Five-year fixed deposit (FD) interest rate: Did you know that money parked in a five-year fixed deposit not only grows steadily but also helps you avail income tax benefits up to Rs 1.5 lakh in a financial year? Here’s a lowdown on how a sum of money invested in five-year FDs at State Bank of India (SBI) and at the post office grows over time, with examples. First things first, let's take a look at the interest rates offered by SBI and the India Post on fixed deposits (FDs) in these maturity options.
First things first, let's compare the interest rates.
SBI vs Post Office: Interest rate
SBI five-year FD interest rate: With effect from December 27, 2023, SBI pays interest of 6.5 per cent and 7.5 per cent per annum (including an additional premium of 50 basis points under the SBI We-care scheme) on domestic term deposits up to Rs 2 crore to general and senior citizen depositors, respectively, according to the PSU bank's portal, sbi.co.in.
Post office five-year FD interest rate: India Post, on the other hand, pays interest at the rate of 7.5 per cent per annum to all its depositors in the five-year Time Deposit small savings scheme account, according to its website, indiapost.gov.in.
Interest in both types of FDs is calculated quarterly.
Here's a summary of how an investment of Rs 1 lakh grows at the end of each year in both options:
Period | SBI five-year FD | Post office five-year FD | |
General | Senior citizen | All depositors | |
End of first year | 1,06,660 | 1,07,713 | 1,07,713 |
End of second year | 1,13,763 | 1,16,022 | 1,16,022 |
End of third year | 1,21,340 | 1,24,971 | 1,24,971 |
End of fourth year | 1,29,422 | 1,34,611 | 1,34,611 |
End of fifth year (maturity) | 1,38,041 | 1,44,994 | 1,44,994 |
Calculations based on information from the websites of SBI and India Post |
Understanding the difference between yearly compounding and quarterly compounding
Quarterly compounding and yearly compounding are two common methods used in finance to calculate interest on investments or loans. Both lead to slightly different results as quarterly compounding, as the name suggests, involves calculating interest four times a year whereas yearly compounding involves calculating interest only once a year. However, the main difference lies in the frequency of compounding, which affects the overall amount of interest accumulated.
With the same interest rate, which compounding method yields a higher return?
Quarterly compounding results in slightly higher returns due to more frequent compounding periods.

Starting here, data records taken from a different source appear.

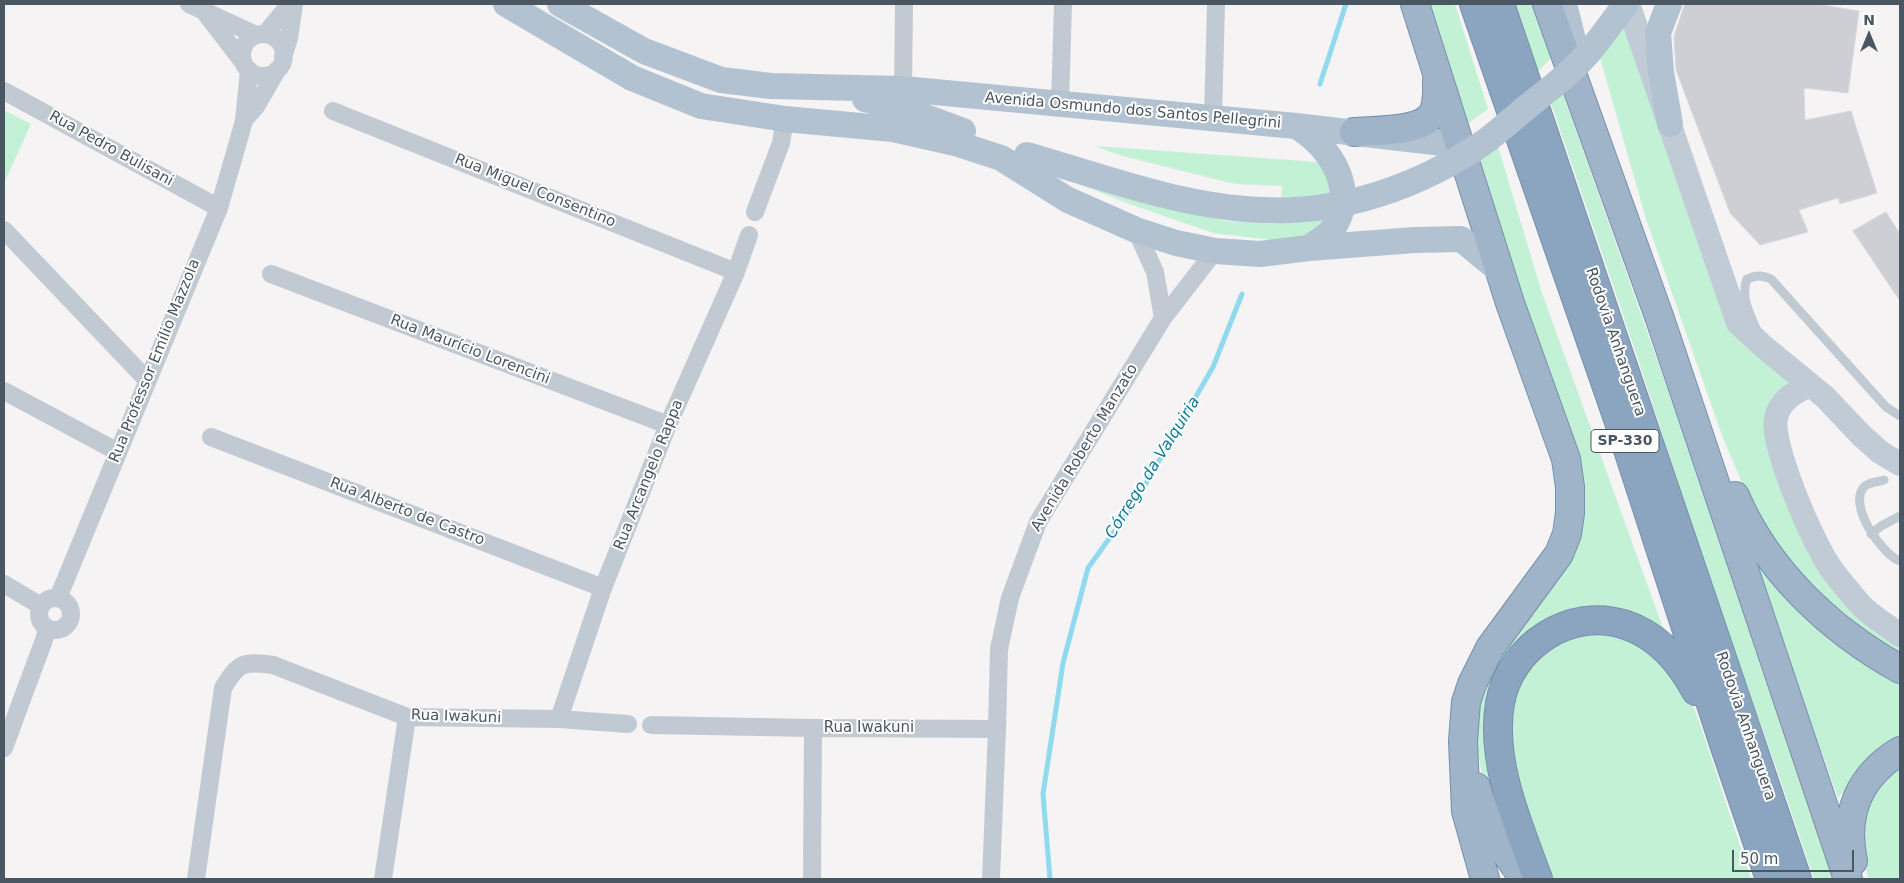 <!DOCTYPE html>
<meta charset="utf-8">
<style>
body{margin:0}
#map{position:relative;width:1904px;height:883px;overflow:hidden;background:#f5f3f3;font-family:"DejaVu Sans",sans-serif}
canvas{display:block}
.frame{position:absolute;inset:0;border:5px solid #4a5661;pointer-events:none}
.north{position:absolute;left:1844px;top:10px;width:50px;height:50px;-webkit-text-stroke:4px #fff;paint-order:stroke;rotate:0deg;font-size:14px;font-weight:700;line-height:20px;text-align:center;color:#4a5661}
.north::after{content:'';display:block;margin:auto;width:18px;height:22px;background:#4a5661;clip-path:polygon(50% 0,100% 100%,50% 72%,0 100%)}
.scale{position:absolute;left:1732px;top:850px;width:122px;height:22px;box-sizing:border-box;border:2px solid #4a5661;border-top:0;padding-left:6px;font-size:15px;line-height:18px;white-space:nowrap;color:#4a5661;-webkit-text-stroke:4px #fff;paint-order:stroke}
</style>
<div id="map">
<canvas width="1904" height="883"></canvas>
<div class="frame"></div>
<div class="north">N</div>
<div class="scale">50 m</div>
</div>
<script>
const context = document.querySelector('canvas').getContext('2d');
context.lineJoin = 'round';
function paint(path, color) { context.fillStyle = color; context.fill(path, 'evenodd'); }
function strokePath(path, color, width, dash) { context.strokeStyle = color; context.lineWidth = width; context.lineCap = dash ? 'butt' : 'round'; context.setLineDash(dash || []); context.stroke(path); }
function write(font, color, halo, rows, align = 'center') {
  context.font = font + ' "DejaVu Sans",sans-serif'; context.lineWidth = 4; context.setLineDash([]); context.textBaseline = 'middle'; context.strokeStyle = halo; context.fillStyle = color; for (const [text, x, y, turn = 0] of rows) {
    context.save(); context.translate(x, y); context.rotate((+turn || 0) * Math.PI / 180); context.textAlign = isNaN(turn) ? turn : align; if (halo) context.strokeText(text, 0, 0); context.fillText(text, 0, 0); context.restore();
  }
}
paint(new Path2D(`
 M 1426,4 L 1455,4 L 1488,109 L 1467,124 Z
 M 1516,4 L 1534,4 L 1551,58 L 1538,71 Z
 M 1622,24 L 1733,322 L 1795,381 L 1773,401 L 1801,530 L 1900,641 L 1900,655 L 1850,623 L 1850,617 L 1831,603 L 1799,570 L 1781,549 L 1749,499 L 1723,438 L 1646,219 L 1599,54 Z
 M 1562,91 L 1693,461 L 1833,879 L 1814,879 L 1776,767 L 1720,612 L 1635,350 L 1551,103 Z
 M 4,110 L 31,124 L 4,183 Z
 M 1497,143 L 1542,293 L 1663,628 L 1639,616 L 1507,660 L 1519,847 L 1485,792 L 1476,740 L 1477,710 L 1493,662 L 1549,587 L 1571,451 L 1501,230 L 1479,154 Z
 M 1095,146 L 1318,162 C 1339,192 1330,203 1319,234 L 1280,241 L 1213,233 L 1124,202 L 1077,183 L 1225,221 L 1279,224 L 1282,186 L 1235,184 L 1119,155 Z
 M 1750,546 L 1900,675 L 1900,737 L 1867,763 L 1838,798 L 1793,674 L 1758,566 L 1753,568 Z
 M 1600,630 L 1653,648 L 1689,695 L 1701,727 L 1751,879 L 1549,879 L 1524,813 L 1506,718 L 1519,677 L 1546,646 Z
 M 1900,762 L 1900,879 L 1869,879 C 1861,857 1857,816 1871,795 C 1879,783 1891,773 1900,762 Z`), '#c3f1d5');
strokePath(new Path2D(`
 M 1320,84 L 1346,4
 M 1050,879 L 1043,794 L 1063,663 L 1088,568 L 1134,504 L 1213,367 L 1242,294`), '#90daee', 5);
const building = new Path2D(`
 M 1685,4 L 1817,4 L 1859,11 L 1848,93 L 1804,88 L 1805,120 L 1851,111 L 1877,193 L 1840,204 L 1838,198 L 1799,210 L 1808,232 L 1760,245 L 1730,213 L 1676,70 L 1674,37 Z
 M 1886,212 L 1900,234 L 1900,301 L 1853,231 Z`);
paint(building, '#cdcfd5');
strokePath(building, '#d7d9de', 1);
const trunk = new Path2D(`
 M 1415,4 L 1510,303 L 1566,459 L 1570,487 L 1570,513 L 1567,534 L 1559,554 L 1490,648 L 1472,684 L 1466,702 L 1463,741 L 1466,811 L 1485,879
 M 1547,4 L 1660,319 L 1848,879
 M 1354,132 C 1375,130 1425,133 1434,111 C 1438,101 1437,90 1437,80
 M 1735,496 C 1767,571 1830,630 1900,669
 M 1476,787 C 1486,822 1502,851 1525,879
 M 1853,861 C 1843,814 1859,776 1900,751`);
const motorway = new Path2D(`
 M 1474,4 L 1618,419 L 1724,744 L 1770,879
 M 1500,4 L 1797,879
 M 1538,879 C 1518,824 1490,762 1500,703 C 1510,646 1571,606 1626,625 C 1659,636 1680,662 1696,691`);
strokePath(trunk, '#7690ad', 30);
strokePath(motorway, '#7690ad', 30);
strokePath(new Path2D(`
 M 1757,331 C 1750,314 1740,297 1747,279 C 1756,275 1762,275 1771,279 L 1886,407 L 1900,416
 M 1884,480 C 1878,482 1870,482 1865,486 C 1846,503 1882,555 1900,561
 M 1871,534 L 1881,526 L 1900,516`), '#c1cad2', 9);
strokePath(new Path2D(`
 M 189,4 L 256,35
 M 206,14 L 243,62
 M 265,34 L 290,4
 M242 55a21 21 0 1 1 42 0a21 21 0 1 1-42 0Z
 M 283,57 L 289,38 L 294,4
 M 903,89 L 904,4
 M 4,91 L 219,208
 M 1060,105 L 1063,4
 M 333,111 L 736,272
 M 1213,118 L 1216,4
 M 244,120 L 257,105 L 277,70
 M 755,212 L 781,143 L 785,119
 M 4,230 L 147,380
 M 1136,230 L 1155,272 L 1163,318
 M 271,274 L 668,425
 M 4,391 L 118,452
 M 211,437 L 603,588
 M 4,584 L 41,606
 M39 614a16 16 0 1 1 32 0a16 16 0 1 1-32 0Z
 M 58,598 L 219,208 L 244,121 L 249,70
 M 559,719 L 603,588 L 668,425 L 736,272 L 749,235
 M 651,725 L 813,728 L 997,729
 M 4,748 L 48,629
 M 196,879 L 223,688 C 239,662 243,661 273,665 L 407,717 L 559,719 L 628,724
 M 383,879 L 407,717
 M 812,879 L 813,728
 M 991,879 L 997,729 L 999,649 L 1010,598 L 1038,522 L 1163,318 L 1215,251`), '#c1cad2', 18);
strokePath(new Path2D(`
 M 1628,4 L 1738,323 L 1764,347 L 1825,397 L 1861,435 L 1880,452 L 1900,464
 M 1810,385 C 1795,392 1780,400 1776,418 C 1770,444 1813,543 1830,567 C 1838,579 1849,591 1858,602 C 1869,615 1887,625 1900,635`), '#c1cbd6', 24);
strokePath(new Path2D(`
 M 506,4 L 632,78 L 701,106 L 785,119 L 893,129 L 955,143 L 1001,158 L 1068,200 L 1136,230 L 1176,243 L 1215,251 L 1260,254 L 1309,248 L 1415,240 L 1461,239 L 1499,270
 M 560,4 L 644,51 L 721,80 L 771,86 L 903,89 L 1296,126 L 1460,145
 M 1564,4 L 1578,60
 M 1669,4 L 1658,33 L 1661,72 L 1670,124
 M 865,99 L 898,107 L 963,131
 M 1296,126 C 1331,146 1360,193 1331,231 C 1326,237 1316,243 1309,248`), '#b3c2d1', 26);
strokePath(trunk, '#9fb4c9', 28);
strokePath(motorway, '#8ba5c1', 28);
strokePath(new Path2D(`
 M 1027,155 C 1103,177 1182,207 1262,210 C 1342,214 1421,186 1486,141 C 1500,130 1514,118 1527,107 C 1551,88 1575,70 1594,46 C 1605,32 1615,18 1626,4`), '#b3c2d1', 26);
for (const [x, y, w] of [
 [1625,441,68]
]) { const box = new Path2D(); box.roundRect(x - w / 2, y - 11.5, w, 23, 4); context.fillStyle = '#fff'; context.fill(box); strokePath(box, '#4a5661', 1); }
write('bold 14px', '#4a5661', null, [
 ["SP-330",1625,441]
]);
write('15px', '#4a5661', '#fff', [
 ["Avenida Osmundo dos Santos Pellegrini",1133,111,5],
 ["Rua Pedro Bulisani",111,149,29],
 ["Rua Miguel Consentino",535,191,22],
 ["Rodovia Anhanguera",1615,342,71],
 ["Rua Maurício Lorencini",470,350,21],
 ["Rua Professor Emílio Mazzola",155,361,-68],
 ["Avenida Roberto Manzato",1085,448,-59],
 ["Rua Arcangelo Rappa",649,475,-68],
 ["Rua Alberto de Castro",407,512,21],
 ["Rua Iwakuni",456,717,2],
 ["Rodovia Anhanguera",1745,726,71],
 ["Rua Iwakuni",869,728]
]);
write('italic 16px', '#0c7c9b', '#fff', [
 ["Córrego da Valquiria",1153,468,-58]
]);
</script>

SBI FD vs post office FD: Income tax on five-year term deposit
Investments in the five-year maturity option of fixed deposits are eligible for deduction of taxable income up to Rs 1.5 lakh in a financial year. In other words, by investing in a five-year fixed deposit, individuals can avail of tax benefits up to Rs 1.5 lakh in a financial year while ensuring their funds grow steadily over time.
This makes the five-year FD a popular choice among investors looking to save on taxes while earning a stable return on their investment.
Is the interest earned taxable?
Yes, the interest earned on such FDs is treated as 'income from other sources' and is taxable as per income tax laws.